Young Scientists and Ambitious Teachers Improving Health in an Urban Ecosystem

Principal investigators for this project are Dr. Katherine Richardson Bruna and Dr. Lyric Bartholomay. Their long-term goal is to interrupt the reproduction of educational and health disparities in a low-income, urban context and to support historically-excluded youth in their trajectories toward science. The overall objective of this project is to promote authentic science, ambitious teaching, and an orientation to science pursuits among elementary students participating in a university-school-community partnership promise program through inquiry focused on mosquitoes and human health. The following specific aims will be pursued in support of the overall objective:

  1. Historically excluded youth will develop authentic science knowledge, skills, and dispositions, as well as curiosity, interest, and positive identification with science, and motivation for continued science study by participating in a scientific community and engaging in the activities and discourses of the discipline. 

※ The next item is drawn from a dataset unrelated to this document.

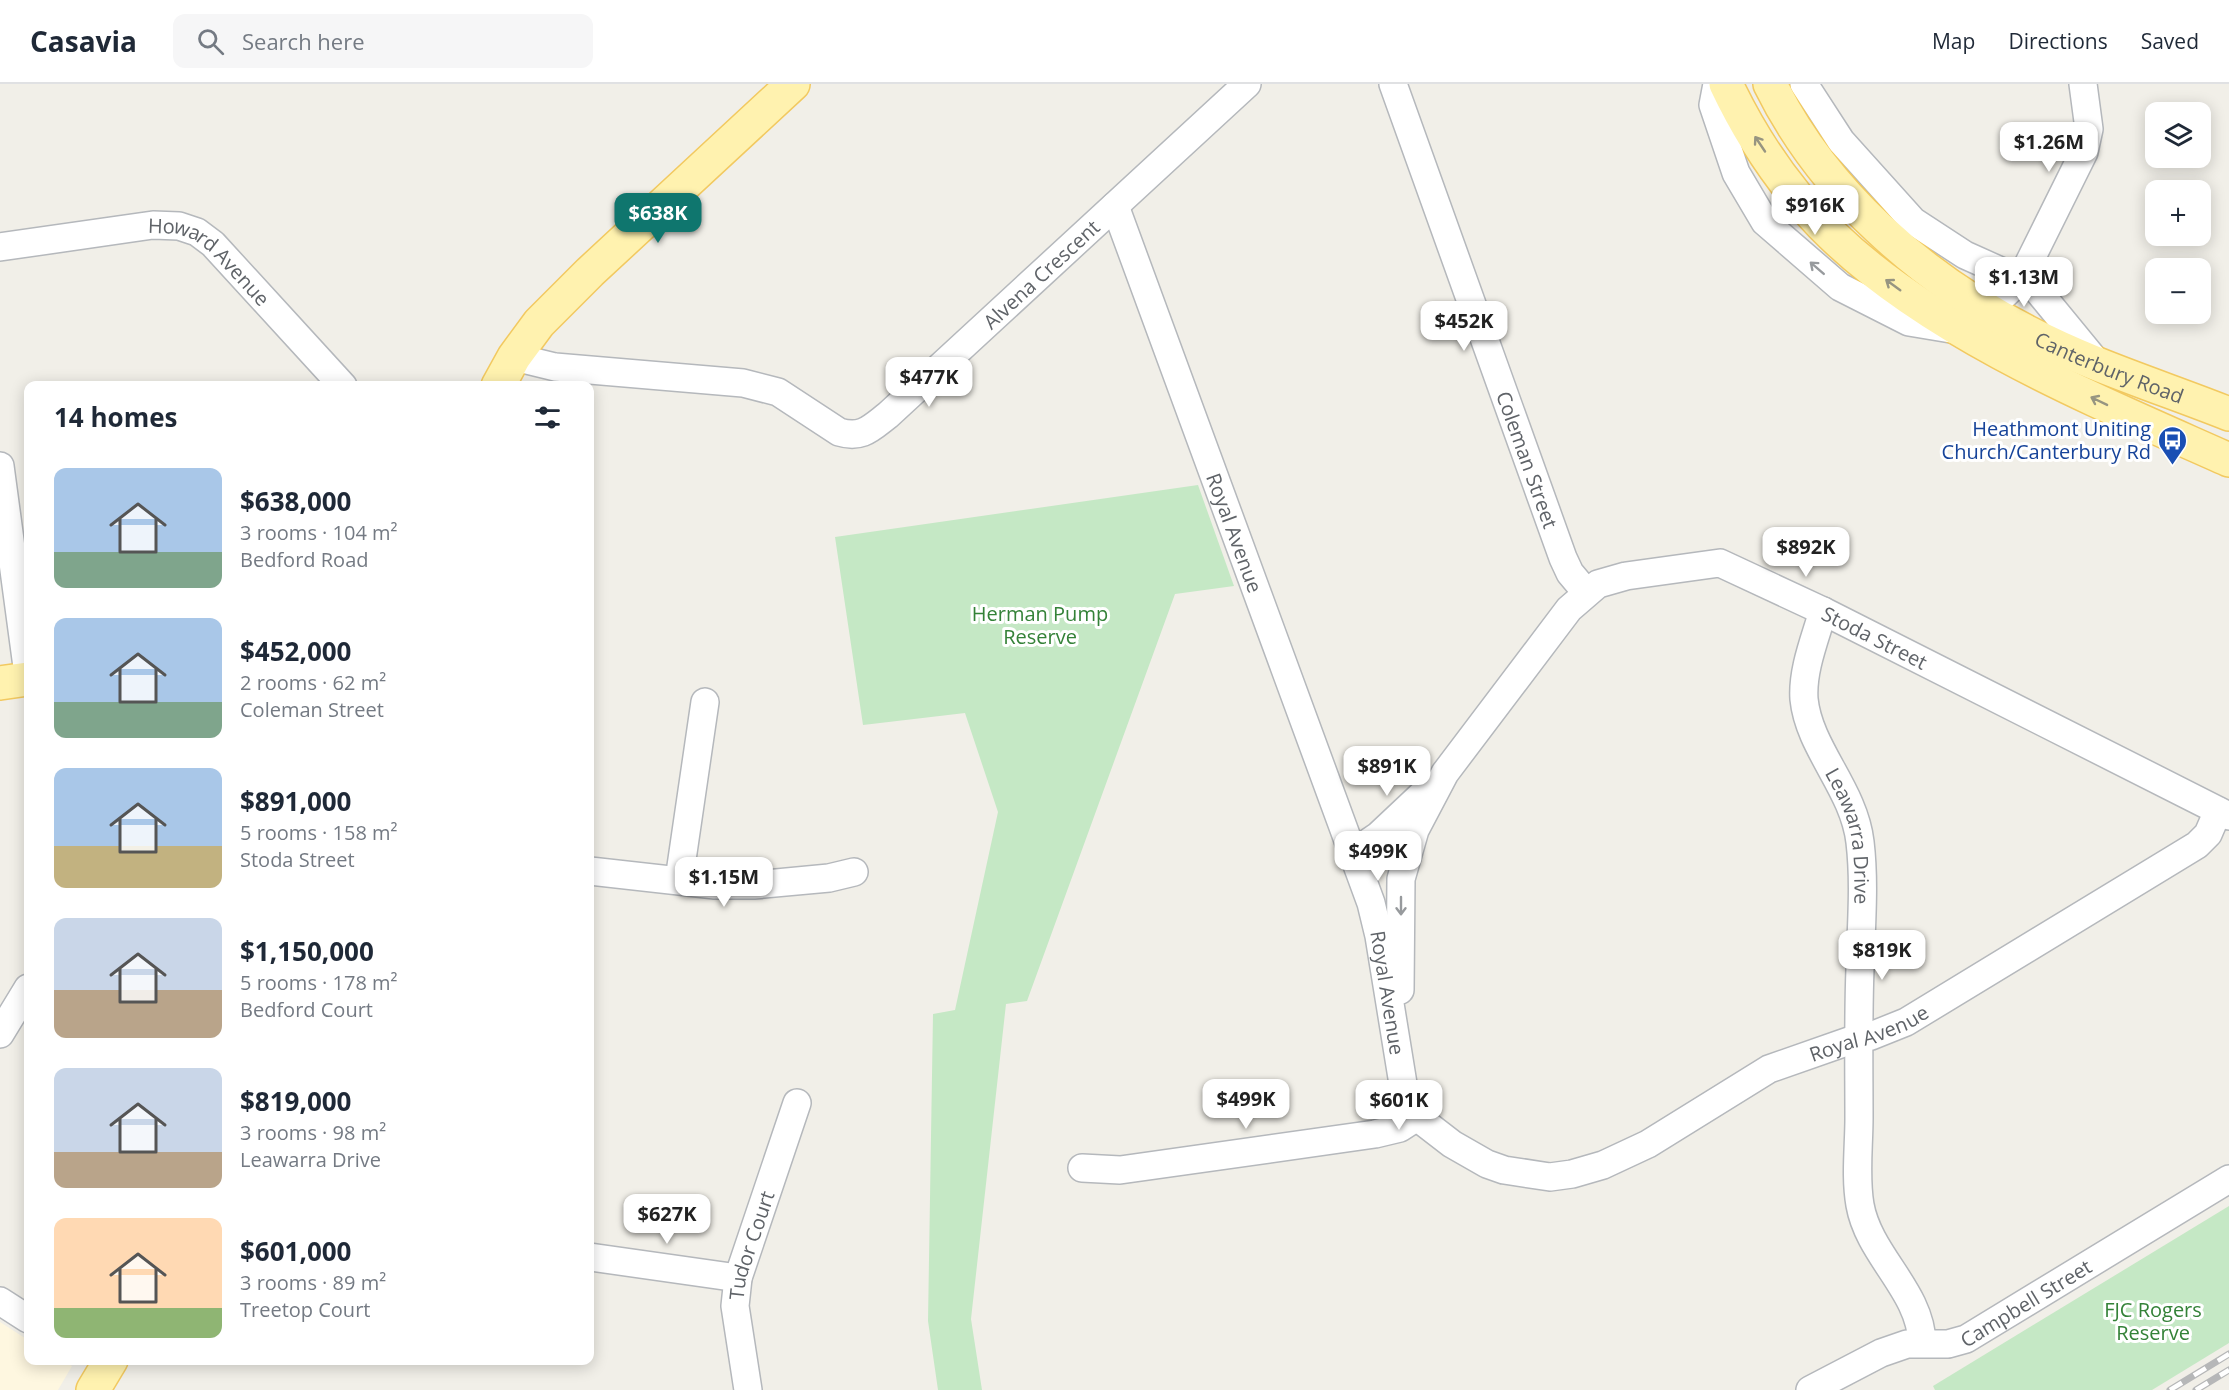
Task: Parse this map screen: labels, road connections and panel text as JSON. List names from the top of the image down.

    Teams of students and educators will engage in community-based participatory research aimed at assessing and responding to health and well-being issues that are linked to mosquitoes in urban, low-income communities. In addition, the study of mosquitoes will engage student curiosity and interest, enhance their positive identification with science, and motivate their continued study. Learn more.
  2. Informal and formal science educators will demonstrate competence in authentic and ambitious science teaching and model an affirming orientation toward cultural diversity in science.

    Pre-service, in-service, and informal educators will participate in courses and summer institutes where they will be exposed to ambitious teaching practices and gain proficiency, through reflective processes such as video study, in adapting traditional science curricula to authentic science goals that meet the needs of historically-excluded youth. Learn more.
  3. Residents in the community will display more accurate understandings and transformed practices with respect to mosquitoes in the urban ecosystem in service of enhanced health and well-being. 

    Residents will learn from an array of youth-produced, culturally responsive educational materials that will be part of an ongoing outreach and prevention campaign to raise community awareness of the interplay between humans and mosquitoes. Learn more.

The Urban Ecosystem Project principal investigators shared this poster at the National Institutes for Health’s Science Education Partnership Awards conference in May, 2017.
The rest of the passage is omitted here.